TORONTO, March 26, 2026 /CNW/ - The Ontario Nurses' Association (ONA) welcomes the $1.1 billion investment in home care that was announced in the Ford Conservatives' provincial budget today but is demanding accountability for the critical underfunding across health-care sectors and post-secondary education, and the continued drive towards private health care.
Over the last eight years, the Ford Conservatives have made a concerted effort to underfund public health care and expand and funnel taxpayer dollars to private, for-profit providers and facilities. Coupled with nearly $1.5 billion in cuts to post-secondary education which will have major impacts on nursing students, this is a threat to Ontarians' access to public health care.
"Ontarians need accountability for their hard-earned taxpayer dollars. They want this money to go to high-quality, timely front-line care, and the workers who provide it," says ONA Provincial President Erin Ariss, RN. "Every day we are seeing more and more cuts to front-line nursing and health-care positions because of this government's chronic underfunding and employers that are cutting corners on patient care to save money."
Nurses and health-care professionals are working against the odds to provide high-quality, timely care across the province, and in every sector of health care. They are often working with less staff, fewer resources, and increasingly complex care needs. The provincial government has done little to address working conditions that will help retain staff and has once again failed to fund safe staffing ratios or other recruitment and retention measures in this year's budget.

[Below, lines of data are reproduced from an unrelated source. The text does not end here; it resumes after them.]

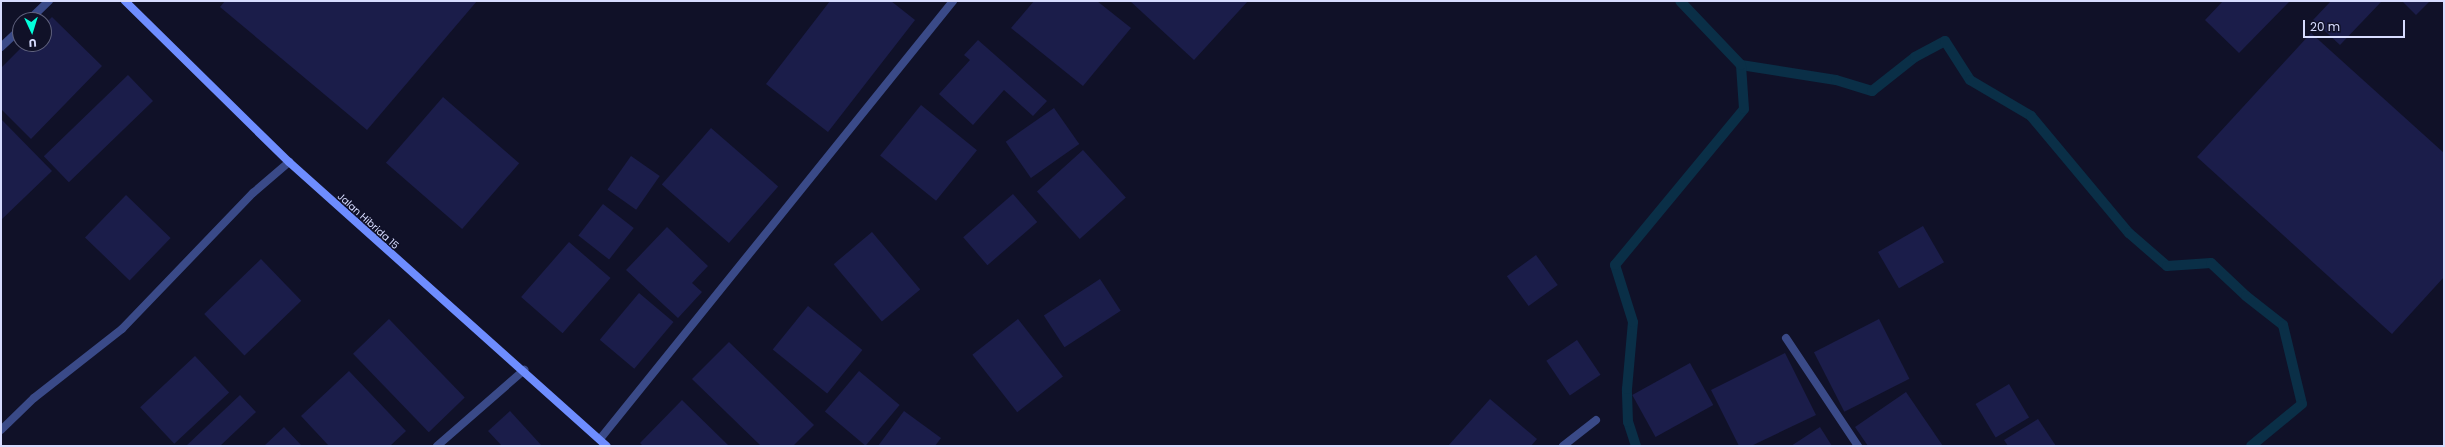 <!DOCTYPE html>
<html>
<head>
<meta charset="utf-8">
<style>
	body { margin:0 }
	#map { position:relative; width:2445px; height:447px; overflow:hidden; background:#101128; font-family:Poppins,sans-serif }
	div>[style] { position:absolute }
	.stream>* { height:10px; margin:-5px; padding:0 5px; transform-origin:5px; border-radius:5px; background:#0a2f47 }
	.building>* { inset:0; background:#1b1d4a; transform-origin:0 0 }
	.street>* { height:8px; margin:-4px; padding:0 4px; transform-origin:4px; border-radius:4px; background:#3a4a88 }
	.secondary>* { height:8px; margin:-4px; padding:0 4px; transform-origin:4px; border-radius:4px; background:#6e8dff }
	span { translate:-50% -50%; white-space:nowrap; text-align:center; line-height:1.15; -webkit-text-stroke:3px #101128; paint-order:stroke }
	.street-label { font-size:10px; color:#d7dcff }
	.frame { position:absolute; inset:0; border:2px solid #d7dcff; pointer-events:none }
	.north { position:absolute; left:12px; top:12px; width:40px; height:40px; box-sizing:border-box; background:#101128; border:1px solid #60627e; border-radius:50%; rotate:176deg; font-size:11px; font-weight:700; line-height:16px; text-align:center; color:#d7dcff }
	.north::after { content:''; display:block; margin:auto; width:14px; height:18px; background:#03ffdb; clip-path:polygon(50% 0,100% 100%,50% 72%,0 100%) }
	.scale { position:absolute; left:2303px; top:20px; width:102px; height:18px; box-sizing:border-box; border:2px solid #d7dcff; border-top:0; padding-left:5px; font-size:12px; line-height:14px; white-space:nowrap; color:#d7dcff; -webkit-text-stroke:3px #101128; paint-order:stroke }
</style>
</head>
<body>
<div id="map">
	<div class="stream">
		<i style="left:1741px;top:65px;width:96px;rotate:9deg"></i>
		<i style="left:1836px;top:80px;width:38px;rotate:17deg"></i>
		<i style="left:1872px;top:91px;width:55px;rotate:-38.3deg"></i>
		<i style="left:1915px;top:57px;width:34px;rotate:-28deg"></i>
		<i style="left:1945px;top:41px;width:46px;rotate:57.3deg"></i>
		<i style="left:1970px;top:80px;width:71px;rotate:30.5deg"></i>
		<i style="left:2031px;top:116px;width:153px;rotate:50.1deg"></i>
		<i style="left:2129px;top:233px;width:50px;rotate:41deg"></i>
		<i style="left:2167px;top:266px;width:44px;rotate:-3.9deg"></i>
		<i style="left:2211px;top:263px;width:48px;rotate:43.3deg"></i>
		<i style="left:2246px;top:296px;width:47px;rotate:38.1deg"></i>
		<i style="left:2283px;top:325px;width:81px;rotate:76.5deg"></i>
		<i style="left:2302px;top:404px;width:66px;rotate:140.5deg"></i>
		<i style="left:1636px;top:446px;width:25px;rotate:-108deg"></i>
		<i style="left:1628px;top:422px;width:33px;rotate:-92deg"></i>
		<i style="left:1627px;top:389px;width:67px;rotate:-84.9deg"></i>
		<i style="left:1633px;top:322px;width:60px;rotate:-107.5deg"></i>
		<i style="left:1615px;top:265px;width:202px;rotate:-50.4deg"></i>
		<i style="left:1744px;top:109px;width:44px;rotate:-93.9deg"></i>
		<i style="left:1741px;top:65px;width:88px;rotate:-133.6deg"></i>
	</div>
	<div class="building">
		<i style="clip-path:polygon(225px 1px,477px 1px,367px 130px,220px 7px)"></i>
		<i style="clip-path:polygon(830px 1px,891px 1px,915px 20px,828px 132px,766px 84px)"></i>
		<i style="clip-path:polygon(1034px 1px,1097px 1px,1131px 28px,1083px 86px,1011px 28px)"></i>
		<i style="clip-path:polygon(1130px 1px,1248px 1px,1194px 60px)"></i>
		<i style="clip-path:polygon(2223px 1px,2290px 1px,2239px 53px,2205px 20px)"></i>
		<i style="clip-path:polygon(2331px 1px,2382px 1px,2340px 45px,2313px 20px)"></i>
		<i style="clip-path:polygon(2402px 1px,2430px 1px,2416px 15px)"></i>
		<i style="clip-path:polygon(52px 17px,102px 66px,31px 139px,1px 109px,1px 68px,25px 44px,44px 44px,44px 25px)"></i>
		<i style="clip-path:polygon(2311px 33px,2444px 153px,2444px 277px,2392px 334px,2197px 157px)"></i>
		<i style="clip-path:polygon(978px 40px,1047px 101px,1033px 116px,1004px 90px,973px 125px,939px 94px,970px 60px,964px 55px)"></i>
		<i style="left:128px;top:75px;width:36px;height:117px;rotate:46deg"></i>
		<i style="left:443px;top:97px;width:101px;height:87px;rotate:41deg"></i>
		<i style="left:921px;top:105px;width:72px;height:65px;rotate:39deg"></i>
		<i style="left:1054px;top:108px;width:44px;height:59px;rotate:55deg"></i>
		<i style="clip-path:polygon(1px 119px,52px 171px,1px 220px)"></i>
		<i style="left:711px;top:128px;width:89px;height:75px;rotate:41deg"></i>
		<i style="left:1083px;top:150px;width:64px;height:62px;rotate:48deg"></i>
		<i style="left:631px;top:156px;width:35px;height:41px;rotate:35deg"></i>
		<i style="left:1013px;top:194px;width:37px;height:66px;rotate:49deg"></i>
		<i style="left:126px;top:195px;width:62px;height:59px;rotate:44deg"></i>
		<i style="left:603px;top:204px;width:39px;height:40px;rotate:38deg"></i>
		<i style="left:1923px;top:226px;width:42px;height:52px;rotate:60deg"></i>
		<i style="clip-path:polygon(667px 227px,708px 266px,692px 283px,702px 292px,678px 318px,626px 270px)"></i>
		<i style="left:872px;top:232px;width:75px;height:50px;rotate:50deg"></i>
		<i style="left:569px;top:242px;width:55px;height:73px;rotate:41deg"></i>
		<i style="left:1536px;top:255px;width:37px;height:36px;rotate:54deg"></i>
		<i style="left:261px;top:259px;width:58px;height:79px;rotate:46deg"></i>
		<i style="left:1100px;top:279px;width:38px;height:67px;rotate:57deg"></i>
		<i style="left:639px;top:293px;width:45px;height:61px;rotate:40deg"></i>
		<i style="left:808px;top:306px;width:70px;height:56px;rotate:39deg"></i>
		<i style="left:389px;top:319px;width:109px;height:50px;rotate:46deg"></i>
		<i style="left:1018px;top:319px;width:73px;height:58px;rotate:52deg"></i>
		<i style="left:1879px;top:319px;width:67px;height:73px;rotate:63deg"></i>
		<i style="left:1577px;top:340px;width:42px;height:37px;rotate:56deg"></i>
		<i style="clip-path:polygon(729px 342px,814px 425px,793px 446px,761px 446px,692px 379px)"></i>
		<i style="clip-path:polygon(1785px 353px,1816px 415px,1751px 446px,1739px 446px,1711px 390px)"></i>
		<i style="left:195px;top:356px;width:50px;height:75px;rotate:47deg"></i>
		<i style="left:1690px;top:363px;width:48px;height:66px;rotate:61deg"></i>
		<i style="clip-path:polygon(349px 371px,406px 431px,390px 446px,329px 446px,301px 416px)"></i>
		<i style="left:859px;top:371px;width:53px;height:53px;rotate:40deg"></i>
		<i style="left:2009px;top:384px;width:39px;height:39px;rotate:59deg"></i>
		<i style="clip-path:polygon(1906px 392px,1943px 446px,1868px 446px,1855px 427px)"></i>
		<i style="clip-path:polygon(240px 395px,256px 412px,220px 446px,186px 446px)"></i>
		<i style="clip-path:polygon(1490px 399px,1537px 439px,1531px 446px,1448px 446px)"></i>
		<i style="clip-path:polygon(682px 400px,729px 446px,643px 446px,640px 443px)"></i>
		<i style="clip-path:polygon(510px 411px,542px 446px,502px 446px,488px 431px)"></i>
		<i style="clip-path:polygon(904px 411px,941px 438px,935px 446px,878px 446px)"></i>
		<i style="clip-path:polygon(2038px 419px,2056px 446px,2008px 446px,2004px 440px)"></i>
		<i style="clip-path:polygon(284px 427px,302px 446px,264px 446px)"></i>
		<i style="clip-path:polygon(1820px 427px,1832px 446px,1791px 446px)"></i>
	</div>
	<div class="street">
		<i style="left:29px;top:20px;width:28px;rotate:-44deg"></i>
		<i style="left:1px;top:47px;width:26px;rotate:-43deg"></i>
		<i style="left:1786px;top:338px;width:130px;rotate:56.3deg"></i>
		<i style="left:1px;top:430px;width:46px;rotate:-44.1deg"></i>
		<i style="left:34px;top:398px;width:112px;rotate:-38.1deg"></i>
		<i style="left:122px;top:329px;width:189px;rotate:-46.1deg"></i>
		<i style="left:253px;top:193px;width:48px;rotate:-40.7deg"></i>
		<i style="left:600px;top:439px;width:563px;rotate:-51.13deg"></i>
		<i style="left:437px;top:446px;width:116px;rotate:-41.1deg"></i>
		<i style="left:1563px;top:446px;width:42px;rotate:-38.2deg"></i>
	</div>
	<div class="secondary">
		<i style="left:125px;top:1px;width:230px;rotate:44.5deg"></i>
		<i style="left:289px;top:162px;width:426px;rotate:41.8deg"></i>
	</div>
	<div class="street-label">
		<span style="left:368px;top:221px;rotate:42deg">Jalan Hibrida 15</span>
	</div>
	<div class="frame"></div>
	<div class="north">U</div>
	<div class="scale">20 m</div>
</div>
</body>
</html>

"Instead of funding capital projects, or the expansion of private health-care, the Ford Conservatives must ensure mandatory safe staffing levels and adequately funded public health care," states Ariss.
"It's time for the Ford government to stop their dangerous push towards private health care. Nurses and health-care professionals know the real solution: Ontarians need accountability and a public health-care system with guaranteed safe staffing levels – not more buildings and unstaffed beds. We demand nothing less."
ONA is the union representing 68,000 health-care professionals, along with 18,000 nursing student affiliates, who provide care in hospitals, long-term care facilities, public health, community settings, clinics, and industry.